THE HALF DECENT FOOTBALL MAGAZINE

The poor technique of British kids demands action – money-making, patronising action, focusing on the individual ahead of the team and fronted by a clone of Barry from EastEnders. David Stubbs is impressed

It is commonly acknowledged, except, apparently, among the people charged to do something about it, that there is a skills deficit among young British footballers. Despite years of berating from the sidelines, tournament after tournament sees Our Boys shown up, even in the preliminary games they end up winning, as lacking in the simple but delicate arts of the game. A blood-and-thunder philosophy still prevails. The ball is not passed but “got rid” of. Players puff their chests, as if prepared to run through walls on request, charge about like lions on heat for the first 20 minutes of every game, then “mysteriously” run out of energy after an hour. Meanwhile, international opponents expend a fraction of the effort to much the same effect by simple dint of having the confidence in their ability to control and stroke about the ball.

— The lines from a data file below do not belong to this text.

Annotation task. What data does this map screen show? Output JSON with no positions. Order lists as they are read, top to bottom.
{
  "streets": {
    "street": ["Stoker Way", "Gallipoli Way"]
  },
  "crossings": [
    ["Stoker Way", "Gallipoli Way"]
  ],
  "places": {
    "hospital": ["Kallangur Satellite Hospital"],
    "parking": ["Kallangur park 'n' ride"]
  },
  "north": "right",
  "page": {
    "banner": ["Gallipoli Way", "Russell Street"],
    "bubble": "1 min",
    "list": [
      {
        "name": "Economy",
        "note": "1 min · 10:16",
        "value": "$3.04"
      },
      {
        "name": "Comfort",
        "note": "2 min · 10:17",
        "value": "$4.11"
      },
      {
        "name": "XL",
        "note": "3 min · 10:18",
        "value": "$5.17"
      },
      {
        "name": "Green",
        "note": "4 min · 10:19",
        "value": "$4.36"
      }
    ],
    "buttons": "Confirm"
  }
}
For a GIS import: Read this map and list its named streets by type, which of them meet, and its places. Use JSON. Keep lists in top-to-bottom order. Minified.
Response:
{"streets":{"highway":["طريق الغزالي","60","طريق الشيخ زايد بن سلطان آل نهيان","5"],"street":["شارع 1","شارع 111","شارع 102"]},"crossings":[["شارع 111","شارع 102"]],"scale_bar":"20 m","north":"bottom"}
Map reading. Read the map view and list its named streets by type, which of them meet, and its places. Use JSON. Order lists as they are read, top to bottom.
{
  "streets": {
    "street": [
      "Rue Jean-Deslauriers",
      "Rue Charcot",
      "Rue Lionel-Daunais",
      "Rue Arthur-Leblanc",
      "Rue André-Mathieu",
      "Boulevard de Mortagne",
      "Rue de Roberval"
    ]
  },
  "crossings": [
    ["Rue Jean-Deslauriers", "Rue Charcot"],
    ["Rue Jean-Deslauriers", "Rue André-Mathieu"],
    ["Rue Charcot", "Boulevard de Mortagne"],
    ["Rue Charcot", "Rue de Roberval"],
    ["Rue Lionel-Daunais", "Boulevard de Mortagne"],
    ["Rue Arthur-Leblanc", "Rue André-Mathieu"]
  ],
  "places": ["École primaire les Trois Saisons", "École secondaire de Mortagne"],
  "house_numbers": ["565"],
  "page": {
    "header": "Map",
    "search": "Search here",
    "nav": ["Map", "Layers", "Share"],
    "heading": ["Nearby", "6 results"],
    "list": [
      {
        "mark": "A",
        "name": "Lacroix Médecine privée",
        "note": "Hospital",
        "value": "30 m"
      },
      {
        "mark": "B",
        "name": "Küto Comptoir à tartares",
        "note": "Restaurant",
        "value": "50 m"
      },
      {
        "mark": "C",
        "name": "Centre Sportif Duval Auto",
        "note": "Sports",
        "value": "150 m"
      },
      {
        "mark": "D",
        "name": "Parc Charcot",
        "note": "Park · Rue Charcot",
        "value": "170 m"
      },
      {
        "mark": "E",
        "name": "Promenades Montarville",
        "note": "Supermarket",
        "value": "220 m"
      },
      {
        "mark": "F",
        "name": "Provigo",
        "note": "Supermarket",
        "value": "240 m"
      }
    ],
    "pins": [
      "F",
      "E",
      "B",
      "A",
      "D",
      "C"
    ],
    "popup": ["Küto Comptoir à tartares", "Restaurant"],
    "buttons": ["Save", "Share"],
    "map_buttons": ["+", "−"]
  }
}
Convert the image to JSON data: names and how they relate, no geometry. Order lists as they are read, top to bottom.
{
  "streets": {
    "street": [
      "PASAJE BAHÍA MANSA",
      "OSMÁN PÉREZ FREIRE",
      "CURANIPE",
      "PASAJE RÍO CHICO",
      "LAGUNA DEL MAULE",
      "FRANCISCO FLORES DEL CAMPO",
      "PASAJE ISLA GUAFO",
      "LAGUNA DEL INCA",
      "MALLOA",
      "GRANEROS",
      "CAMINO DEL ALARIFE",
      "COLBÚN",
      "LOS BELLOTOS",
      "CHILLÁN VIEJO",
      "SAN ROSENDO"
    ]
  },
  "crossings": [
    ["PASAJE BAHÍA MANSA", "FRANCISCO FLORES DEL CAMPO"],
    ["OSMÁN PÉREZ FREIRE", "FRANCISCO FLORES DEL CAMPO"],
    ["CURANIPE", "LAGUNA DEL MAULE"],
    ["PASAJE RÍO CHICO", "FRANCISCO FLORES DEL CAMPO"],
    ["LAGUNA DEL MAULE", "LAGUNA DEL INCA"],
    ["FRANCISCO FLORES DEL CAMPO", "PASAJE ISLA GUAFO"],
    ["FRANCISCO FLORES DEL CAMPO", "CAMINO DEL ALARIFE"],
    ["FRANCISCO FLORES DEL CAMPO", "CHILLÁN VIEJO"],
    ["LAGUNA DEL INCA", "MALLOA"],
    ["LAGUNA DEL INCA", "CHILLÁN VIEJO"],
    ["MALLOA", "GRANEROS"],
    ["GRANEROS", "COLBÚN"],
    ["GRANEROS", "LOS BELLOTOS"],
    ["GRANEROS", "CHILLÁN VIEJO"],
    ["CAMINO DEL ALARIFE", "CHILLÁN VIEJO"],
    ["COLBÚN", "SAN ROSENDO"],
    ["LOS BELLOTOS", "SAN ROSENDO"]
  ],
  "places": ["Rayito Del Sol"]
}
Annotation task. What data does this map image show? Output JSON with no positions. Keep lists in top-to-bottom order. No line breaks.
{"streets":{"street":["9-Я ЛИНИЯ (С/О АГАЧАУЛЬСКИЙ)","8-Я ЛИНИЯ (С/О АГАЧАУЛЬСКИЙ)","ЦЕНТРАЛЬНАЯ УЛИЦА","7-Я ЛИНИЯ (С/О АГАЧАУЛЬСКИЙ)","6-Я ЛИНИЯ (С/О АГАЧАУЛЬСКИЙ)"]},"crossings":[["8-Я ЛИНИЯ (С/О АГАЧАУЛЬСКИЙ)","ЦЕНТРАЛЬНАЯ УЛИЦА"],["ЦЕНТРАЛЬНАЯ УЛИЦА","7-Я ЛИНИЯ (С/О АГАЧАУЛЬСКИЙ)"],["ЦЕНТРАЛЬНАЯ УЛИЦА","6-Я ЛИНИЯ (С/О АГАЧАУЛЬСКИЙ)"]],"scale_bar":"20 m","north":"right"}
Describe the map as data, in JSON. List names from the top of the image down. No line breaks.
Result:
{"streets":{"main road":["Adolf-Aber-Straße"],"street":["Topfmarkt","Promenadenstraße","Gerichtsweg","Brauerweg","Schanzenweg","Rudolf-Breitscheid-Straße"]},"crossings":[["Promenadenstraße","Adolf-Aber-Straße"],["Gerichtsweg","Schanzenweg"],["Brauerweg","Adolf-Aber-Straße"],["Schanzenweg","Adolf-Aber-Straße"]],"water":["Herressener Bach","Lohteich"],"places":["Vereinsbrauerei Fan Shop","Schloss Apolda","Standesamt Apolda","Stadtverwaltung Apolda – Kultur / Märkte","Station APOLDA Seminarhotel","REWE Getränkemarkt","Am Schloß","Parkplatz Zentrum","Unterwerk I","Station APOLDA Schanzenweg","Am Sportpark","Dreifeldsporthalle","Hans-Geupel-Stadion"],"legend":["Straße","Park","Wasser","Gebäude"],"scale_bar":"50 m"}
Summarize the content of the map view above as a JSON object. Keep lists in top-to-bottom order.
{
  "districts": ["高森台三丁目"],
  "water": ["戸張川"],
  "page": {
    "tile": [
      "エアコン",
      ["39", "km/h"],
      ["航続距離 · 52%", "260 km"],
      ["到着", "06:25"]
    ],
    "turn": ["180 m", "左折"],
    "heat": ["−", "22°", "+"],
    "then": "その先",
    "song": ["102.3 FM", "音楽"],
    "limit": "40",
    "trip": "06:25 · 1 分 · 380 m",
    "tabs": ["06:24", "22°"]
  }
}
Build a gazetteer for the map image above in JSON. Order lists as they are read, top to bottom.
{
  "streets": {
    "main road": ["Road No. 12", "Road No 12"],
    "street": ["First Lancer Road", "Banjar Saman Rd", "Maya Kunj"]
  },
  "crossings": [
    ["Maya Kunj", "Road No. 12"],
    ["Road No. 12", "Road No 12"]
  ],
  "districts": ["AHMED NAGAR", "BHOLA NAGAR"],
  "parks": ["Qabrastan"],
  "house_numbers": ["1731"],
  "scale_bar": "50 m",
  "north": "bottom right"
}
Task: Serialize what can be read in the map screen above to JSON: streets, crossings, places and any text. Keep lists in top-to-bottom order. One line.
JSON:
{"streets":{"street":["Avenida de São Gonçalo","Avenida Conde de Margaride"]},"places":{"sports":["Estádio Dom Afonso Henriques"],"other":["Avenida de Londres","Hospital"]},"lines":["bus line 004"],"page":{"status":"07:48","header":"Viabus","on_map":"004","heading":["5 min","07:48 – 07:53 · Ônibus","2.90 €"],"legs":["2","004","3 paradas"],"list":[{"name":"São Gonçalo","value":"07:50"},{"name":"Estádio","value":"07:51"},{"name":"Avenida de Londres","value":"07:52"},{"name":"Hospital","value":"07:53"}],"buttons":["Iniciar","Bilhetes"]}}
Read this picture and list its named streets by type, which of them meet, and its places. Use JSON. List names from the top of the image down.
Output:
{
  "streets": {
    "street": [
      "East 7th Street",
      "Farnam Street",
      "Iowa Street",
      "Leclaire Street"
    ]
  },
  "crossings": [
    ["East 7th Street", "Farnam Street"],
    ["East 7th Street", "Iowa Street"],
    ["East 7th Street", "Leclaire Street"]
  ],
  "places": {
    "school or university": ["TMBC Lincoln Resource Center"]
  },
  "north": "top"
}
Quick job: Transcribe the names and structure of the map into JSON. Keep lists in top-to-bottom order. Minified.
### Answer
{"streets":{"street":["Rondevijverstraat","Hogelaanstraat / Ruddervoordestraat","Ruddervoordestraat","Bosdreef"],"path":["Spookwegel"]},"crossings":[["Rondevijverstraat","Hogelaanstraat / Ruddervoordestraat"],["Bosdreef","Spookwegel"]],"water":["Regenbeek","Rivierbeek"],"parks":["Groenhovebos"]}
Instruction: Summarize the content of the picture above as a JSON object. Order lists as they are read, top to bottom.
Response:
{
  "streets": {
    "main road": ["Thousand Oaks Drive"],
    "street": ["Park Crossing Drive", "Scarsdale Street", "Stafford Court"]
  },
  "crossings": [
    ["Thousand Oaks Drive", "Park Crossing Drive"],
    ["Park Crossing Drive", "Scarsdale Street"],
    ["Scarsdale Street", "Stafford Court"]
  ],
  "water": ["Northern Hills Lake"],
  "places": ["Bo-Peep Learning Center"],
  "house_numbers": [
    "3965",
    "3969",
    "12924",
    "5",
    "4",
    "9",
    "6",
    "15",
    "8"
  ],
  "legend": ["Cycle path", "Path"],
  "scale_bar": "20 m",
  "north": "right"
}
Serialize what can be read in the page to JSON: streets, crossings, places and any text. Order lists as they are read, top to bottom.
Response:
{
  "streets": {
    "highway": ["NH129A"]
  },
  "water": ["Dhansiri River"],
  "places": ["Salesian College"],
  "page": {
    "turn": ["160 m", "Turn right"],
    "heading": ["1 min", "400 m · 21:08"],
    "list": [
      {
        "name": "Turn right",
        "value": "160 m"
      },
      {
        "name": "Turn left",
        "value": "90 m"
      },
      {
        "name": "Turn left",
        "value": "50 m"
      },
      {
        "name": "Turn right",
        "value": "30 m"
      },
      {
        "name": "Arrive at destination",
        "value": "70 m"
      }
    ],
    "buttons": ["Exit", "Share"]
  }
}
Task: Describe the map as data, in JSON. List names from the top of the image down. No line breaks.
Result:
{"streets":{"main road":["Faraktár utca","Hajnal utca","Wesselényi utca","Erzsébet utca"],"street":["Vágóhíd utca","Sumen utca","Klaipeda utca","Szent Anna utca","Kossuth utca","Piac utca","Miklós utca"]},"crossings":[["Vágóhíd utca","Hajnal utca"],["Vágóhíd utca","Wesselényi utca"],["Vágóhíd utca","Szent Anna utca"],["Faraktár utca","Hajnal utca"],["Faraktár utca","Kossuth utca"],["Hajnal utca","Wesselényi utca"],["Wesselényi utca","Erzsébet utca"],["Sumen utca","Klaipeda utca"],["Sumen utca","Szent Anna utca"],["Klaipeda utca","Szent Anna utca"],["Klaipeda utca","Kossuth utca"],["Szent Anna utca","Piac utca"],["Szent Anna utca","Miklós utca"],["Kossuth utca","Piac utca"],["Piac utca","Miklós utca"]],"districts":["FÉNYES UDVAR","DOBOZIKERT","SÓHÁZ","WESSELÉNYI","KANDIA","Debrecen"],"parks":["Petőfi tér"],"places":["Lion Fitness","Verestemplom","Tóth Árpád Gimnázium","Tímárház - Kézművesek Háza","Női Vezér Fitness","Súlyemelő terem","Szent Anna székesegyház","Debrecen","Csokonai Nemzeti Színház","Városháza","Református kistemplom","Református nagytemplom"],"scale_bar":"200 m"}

From that viewpoint, the “Trick-Sok” is, on the face of it, a welcome initiative (well, commercial enterprise, so a maximum of two possible cheers). The pack consists of the “Soks”, with a demonstration DVD that shows you how to learn “beat-moves” (yes, there’s a lot of this), “skills and tricks” and generally emulate Ronaldinho, Luis Figo et al. As the opening rap on the DVD, conducted by a Caucasian cockney in a T-shirt of many colours, has it: “What’s all the fuss about the sock? Well, go and buy one down at the shop!” And the other one, while you’re at it. They come as a pair, you know.

The “Sok” is a one-size, rubber attachment that you stretch over your boot. It’s divided up into various zones with words like “LIN” and “RO” and “LEBAK” inscribed, which indicate the various parts of the foot. “LIN” is left instep, “RO” is right outside, “LEBAK” is left bak – sorry, back as in heel. Alluded to as the “language of the street”, this is intended as a training aid, to be referred to as you go through the various exercises that comprise the rudiments of ball control, and then, as you progress quickly, more advanced, tricksier skills.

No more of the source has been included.